> TASK STATEMENT: Reproduce exactly, with no other output, every line of the data below from the line containing "<h2>بالقرب منك<small></small></h2>" to the end, inclusive.

> SUPPLIED MATERIAL:
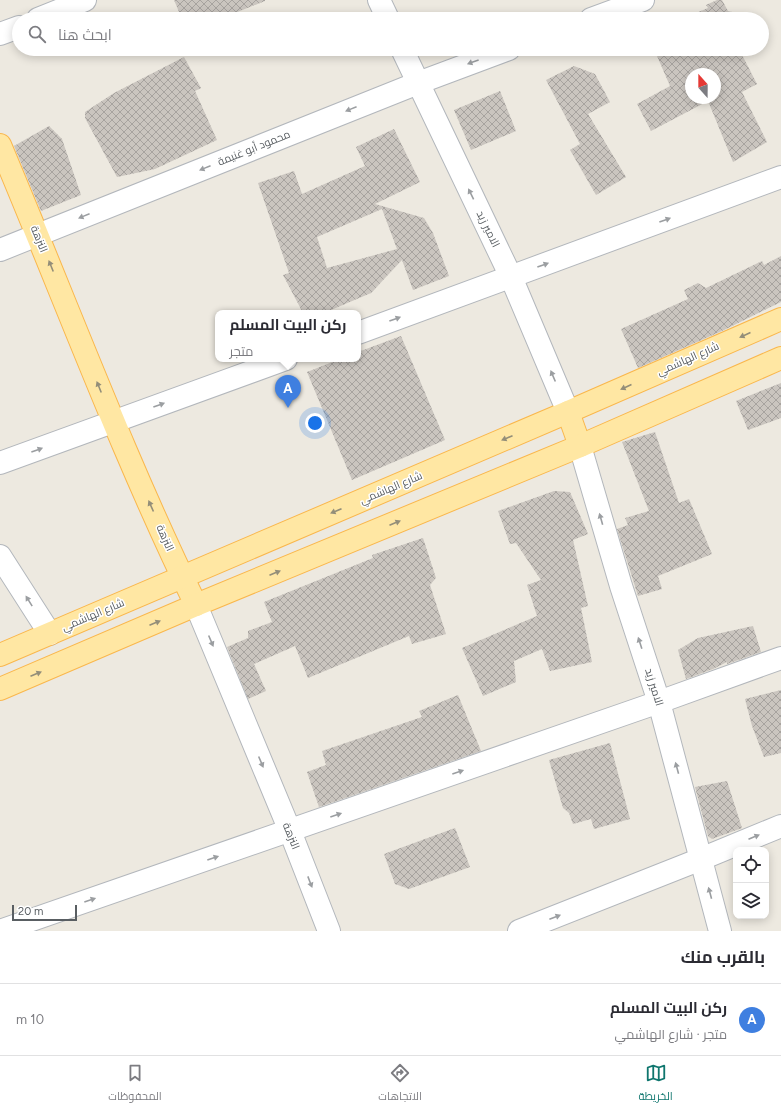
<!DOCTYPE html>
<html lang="ar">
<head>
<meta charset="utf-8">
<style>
  :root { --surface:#fff; --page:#f2f2f3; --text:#2b2b33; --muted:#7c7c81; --line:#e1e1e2; --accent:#0f766e }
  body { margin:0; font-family:Figtree,Cairo,sans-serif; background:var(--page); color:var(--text); direction:rtl }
  .controls { position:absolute; right:12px; bottom:12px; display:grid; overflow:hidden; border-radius:8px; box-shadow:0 2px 10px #0003 }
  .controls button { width:36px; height:36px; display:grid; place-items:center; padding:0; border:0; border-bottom:1px solid var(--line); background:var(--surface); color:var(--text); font:20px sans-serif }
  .compass { position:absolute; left:685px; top:68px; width:36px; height:36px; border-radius:50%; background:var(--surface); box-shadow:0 2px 10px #0003; rotate:339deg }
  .scale { position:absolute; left:12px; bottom:10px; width:65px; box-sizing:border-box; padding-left:4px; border:2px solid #595e62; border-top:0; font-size:11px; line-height:14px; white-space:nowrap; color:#595e62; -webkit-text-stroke:3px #fff; paint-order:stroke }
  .you { position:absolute; left:315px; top:423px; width:14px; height:14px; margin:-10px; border:3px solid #fff; border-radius:50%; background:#1a73e8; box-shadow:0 0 0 6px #1a73e833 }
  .badge { display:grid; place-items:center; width:26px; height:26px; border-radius:50%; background:var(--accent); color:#fff; font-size:13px; font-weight:700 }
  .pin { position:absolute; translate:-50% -33px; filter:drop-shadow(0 1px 2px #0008) }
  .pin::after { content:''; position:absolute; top:21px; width:14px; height:12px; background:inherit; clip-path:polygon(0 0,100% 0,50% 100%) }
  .popup { position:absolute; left:215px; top:310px; width:146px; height:52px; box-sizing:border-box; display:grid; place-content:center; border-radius:8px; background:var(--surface); filter:drop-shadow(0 1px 3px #0005); font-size:13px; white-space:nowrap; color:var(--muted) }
  .popup b { font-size:15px; color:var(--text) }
  .popup::after { content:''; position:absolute; left:50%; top:100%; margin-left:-8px; border:8px solid transparent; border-top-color:var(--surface) }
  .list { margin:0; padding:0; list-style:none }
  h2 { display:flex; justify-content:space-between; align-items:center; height:52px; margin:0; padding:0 16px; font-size:17px }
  h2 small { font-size:13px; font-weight:400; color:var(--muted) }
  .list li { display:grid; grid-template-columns:26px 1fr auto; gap:12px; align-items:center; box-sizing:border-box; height:72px; padding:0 16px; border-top:1px solid var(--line) }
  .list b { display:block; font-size:15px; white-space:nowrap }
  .list p { margin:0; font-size:13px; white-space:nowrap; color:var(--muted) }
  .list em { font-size:13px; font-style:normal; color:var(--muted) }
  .icon { flex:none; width:22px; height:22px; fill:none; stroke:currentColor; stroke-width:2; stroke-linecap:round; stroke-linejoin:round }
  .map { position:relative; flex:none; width:781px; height:931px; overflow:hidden; direction:ltr }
  .search { position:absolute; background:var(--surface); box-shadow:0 2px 10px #0003; left:12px; right:12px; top:12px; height:44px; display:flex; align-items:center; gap:10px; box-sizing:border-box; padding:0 14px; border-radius:22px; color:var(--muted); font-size:15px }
  .sheet { height:124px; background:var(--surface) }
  nav { display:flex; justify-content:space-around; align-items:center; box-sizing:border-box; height:56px; border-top:1px solid var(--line); background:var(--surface); font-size:11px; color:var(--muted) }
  nav a { display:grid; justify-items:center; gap:2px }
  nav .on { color:var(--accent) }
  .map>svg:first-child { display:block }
</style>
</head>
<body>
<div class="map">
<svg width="781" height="931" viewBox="0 0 781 931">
  <defs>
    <pattern id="building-cross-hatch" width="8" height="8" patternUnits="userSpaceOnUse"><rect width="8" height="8" fill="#cac5bf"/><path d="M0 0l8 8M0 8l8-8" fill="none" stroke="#a7a39f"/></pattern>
  </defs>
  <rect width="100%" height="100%" fill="#ede9e0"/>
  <g fill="url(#building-cross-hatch)" fill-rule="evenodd">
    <polygon points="174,0 265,0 265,1 220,19 182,19"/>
    <polygon points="717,0 722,0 728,11 732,12 735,19 682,19 708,8 706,5"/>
    <path d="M654,49H739L757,84L742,92L767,142L733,162L708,101L651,131L637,104L670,86ZM691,74H715V98H691Z"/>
    <polygon points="184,57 201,88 195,91 217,140 155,169 117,177 85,118 85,112 114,93"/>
    <polygon points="574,66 595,74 610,102 588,114 626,177 596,195 570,150 580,144 546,80"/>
    <polygon points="500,91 516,131 471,150 454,110"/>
    <polygon points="49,126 62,139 81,195 41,211 14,146"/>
    <path d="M394,129L420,182L375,204L424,218L433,233L449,276L413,290L402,260L371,293L324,313H303L283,275L289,273L258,183L294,171L302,194L365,166L356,147ZM382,209L397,249L327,268L317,237Z"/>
    <polygon points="781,256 781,302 722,331 638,368 621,329 688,299 684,290 698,283 706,288 762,261 764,265"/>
    <polygon points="401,336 445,440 352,480 307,372 340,359 358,359 358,352"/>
    <polygon points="781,383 781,418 748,430 736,401"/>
    <polygon points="655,432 679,503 689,499 712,554 658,576 662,589 638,596 617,529 628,525 625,518 649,511 622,442"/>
    <polygon points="554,491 570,492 588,534 573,540 588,606 581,608 592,662 550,671 542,649 514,661 516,682 483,696 462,648 537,616 527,585 541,580 516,543 510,544 498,511"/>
    <polygon points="423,538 436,578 430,585 446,634 412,644 409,636 308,678 295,646 254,664 266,691 248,699 227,647 248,638 248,631 272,622 264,602 373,558 372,555"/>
    <polygon points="753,626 761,652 727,664 727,662 713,669 686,679 678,650 698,638"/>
    <polygon points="781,690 781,753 764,757 752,726 745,699"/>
    <polygon points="458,695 481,751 319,807 307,772 326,765 322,751 422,717 419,711"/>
    <polygon points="610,743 630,819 594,829 591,819 573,824 569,813 563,808 549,760"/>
    <polygon points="727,781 742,828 712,839 708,836 695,787"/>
    <polygon points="455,828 470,867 409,889 395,884 384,854"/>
  </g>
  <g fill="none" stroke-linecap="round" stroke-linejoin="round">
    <g stroke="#b3b7bc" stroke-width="24">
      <g id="minor">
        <polyline points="379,0 388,19"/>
        <polyline points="38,19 85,0"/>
        <polyline points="591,19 643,0"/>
        <polyline points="0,34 19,27"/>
        <polyline points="402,49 511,277 568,412"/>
        <polyline points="0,250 418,83 509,49"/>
        <polyline points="358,333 781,177"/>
        <polyline points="580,446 621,586 659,702 720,931"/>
        <polyline points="0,463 286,359"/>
        <polyline points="0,556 50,634"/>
        <polyline points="196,605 290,831 329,931"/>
        <polyline points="0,931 659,702 781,658"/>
        <polyline points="519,931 701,859 781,826"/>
      </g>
    </g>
    <g stroke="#fab74c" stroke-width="24">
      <g id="major">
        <path d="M0,145C65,299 123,456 196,605"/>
        <polyline points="568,412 580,446"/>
        <polyline points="0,655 568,412 781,319"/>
        <polyline points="0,689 196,605 580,446 781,358"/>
      </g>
    </g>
    <use href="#minor" stroke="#fff" stroke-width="22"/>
    <use href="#major" stroke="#ffe7a3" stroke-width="22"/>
  </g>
  <defs><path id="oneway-solid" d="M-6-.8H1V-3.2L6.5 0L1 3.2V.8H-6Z"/></defs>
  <g fill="#9b9ea1">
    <use href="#oneway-solid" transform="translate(473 62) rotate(160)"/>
    <use href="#oneway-solid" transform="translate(351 109) rotate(158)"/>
    <use href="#oneway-solid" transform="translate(205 168) rotate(158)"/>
    <use href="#oneway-solid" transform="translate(471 194) rotate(-116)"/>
    <use href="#oneway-solid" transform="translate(84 216) rotate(158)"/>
    <use href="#oneway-solid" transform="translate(665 220) rotate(-20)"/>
    <use href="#oneway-solid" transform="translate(543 265) rotate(-20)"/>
    <use href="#oneway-solid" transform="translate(395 319) rotate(-20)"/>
    <use href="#oneway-solid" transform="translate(553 376) rotate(-113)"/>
    <use href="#oneway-solid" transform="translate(159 405) rotate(-20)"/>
    <use href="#oneway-solid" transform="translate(37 450) rotate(-20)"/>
    <use href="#oneway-solid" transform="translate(601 519) rotate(-106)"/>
    <use href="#oneway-solid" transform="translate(29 601) rotate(-122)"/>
    <use href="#oneway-solid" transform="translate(211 641) rotate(67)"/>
    <use href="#oneway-solid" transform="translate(640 643) rotate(-108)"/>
    <use href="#oneway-solid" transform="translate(261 762) rotate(67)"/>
    <use href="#oneway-solid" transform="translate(677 768) rotate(-105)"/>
    <use href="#oneway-solid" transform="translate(458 772) rotate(-19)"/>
    <use href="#oneway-solid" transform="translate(336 815) rotate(-19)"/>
    <use href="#oneway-solid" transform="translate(754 837) rotate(-23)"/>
    <use href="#oneway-solid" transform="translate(213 858) rotate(-19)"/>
    <use href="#oneway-solid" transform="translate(310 882) rotate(69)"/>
    <use href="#oneway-solid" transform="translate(710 893) rotate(-105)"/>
    <use href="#oneway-solid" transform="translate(90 900) rotate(-19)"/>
    <use href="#oneway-solid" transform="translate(555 917) rotate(-21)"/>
  </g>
  <g fill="#938e79">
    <use href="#oneway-solid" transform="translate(51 266) rotate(-112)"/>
    <use href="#oneway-solid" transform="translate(745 335) rotate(156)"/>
    <use href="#oneway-solid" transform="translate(99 387) rotate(-112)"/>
    <use href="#oneway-solid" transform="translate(626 387) rotate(156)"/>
    <use href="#oneway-solid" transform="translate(507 438) rotate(157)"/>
    <use href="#oneway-solid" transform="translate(151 506) rotate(-114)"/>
    <use href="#oneway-solid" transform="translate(336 511) rotate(157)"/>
    <use href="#oneway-solid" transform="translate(395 523) rotate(-23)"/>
    <use href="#oneway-solid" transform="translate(275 573) rotate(-23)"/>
    <use href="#oneway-solid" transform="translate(155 623) rotate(-23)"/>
    <use href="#oneway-solid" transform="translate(36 674) rotate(-23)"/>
  </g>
  <g text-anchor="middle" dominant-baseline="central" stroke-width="3" stroke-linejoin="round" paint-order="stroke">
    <g font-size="11" fill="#595e62" stroke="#fff">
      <text transform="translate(254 148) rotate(-22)">محمود أبو غنيمة</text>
      <text transform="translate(488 229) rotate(64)">الامير زيد</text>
      <text transform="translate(39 239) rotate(68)">النزهة</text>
      <text transform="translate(688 359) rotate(-24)">شارع الهاشمي</text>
      <text transform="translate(391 488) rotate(-23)">شارع الهاشمي</text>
      <text transform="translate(165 538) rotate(66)">النزهة</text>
      <text transform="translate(93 615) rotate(-23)">شارع الهاشمي</text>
      <text transform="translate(654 687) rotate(73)">الامير زيد</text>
      <text transform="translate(291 836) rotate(68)">النزهة</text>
    </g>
  </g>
</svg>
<div class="controls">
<button><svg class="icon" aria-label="locate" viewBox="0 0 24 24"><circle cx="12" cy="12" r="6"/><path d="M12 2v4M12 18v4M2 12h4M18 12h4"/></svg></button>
<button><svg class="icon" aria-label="layers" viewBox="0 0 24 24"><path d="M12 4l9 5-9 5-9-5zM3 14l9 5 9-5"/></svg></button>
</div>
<svg class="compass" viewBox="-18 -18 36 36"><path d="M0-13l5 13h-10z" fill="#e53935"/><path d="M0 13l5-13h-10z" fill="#7c7c81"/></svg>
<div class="scale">20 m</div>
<div class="you"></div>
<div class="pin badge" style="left:288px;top:408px;background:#3f7fe0">A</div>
<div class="popup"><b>ركن البيت المسلم</b>متجر</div>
<div class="search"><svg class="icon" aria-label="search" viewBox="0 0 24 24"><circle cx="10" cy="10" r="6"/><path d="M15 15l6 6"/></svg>ابحث هنا</div>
</div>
<section class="sheet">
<h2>بالقرب منك<small></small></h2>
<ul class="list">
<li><span class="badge" style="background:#3f7fe0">A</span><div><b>ركن البيت المسلم</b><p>متجر · شارع الهاشمي</p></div><em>10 m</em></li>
</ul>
</section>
<nav>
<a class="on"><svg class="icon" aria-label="map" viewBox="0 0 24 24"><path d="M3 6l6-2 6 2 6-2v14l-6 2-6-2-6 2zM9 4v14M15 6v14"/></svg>الخريطة</a>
<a><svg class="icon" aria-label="directions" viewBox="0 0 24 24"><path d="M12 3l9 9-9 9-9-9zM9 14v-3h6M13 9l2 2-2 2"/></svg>الاتجاهات</a>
<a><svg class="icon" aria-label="saved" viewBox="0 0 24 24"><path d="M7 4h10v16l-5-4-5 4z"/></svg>المحفوظات</a>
</nav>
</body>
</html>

> RESPONSE TO THIS TASK:
<h2>بالقرب منك<small></small></h2>
<ul class="list">
<li><span class="badge" style="background:#3f7fe0">A</span><div><b>ركن البيت المسلم</b><p>متجر · شارع الهاشمي</p></div><em>10 m</em></li>
</ul>
</section>
<nav>
<a class="on"><svg class="icon" aria-label="map" viewBox="0 0 24 24"><path d="M3 6l6-2 6 2 6-2v14l-6 2-6-2-6 2zM9 4v14M15 6v14"/></svg>الخريطة</a>
<a><svg class="icon" aria-label="directions" viewBox="0 0 24 24"><path d="M12 3l9 9-9 9-9-9zM9 14v-3h6M13 9l2 2-2 2"/></svg>الاتجاهات</a>
<a><svg class="icon" aria-label="saved" viewBox="0 0 24 24"><path d="M7 4h10v16l-5-4-5 4z"/></svg>المحفوظات</a>
</nav>
</body>
</html>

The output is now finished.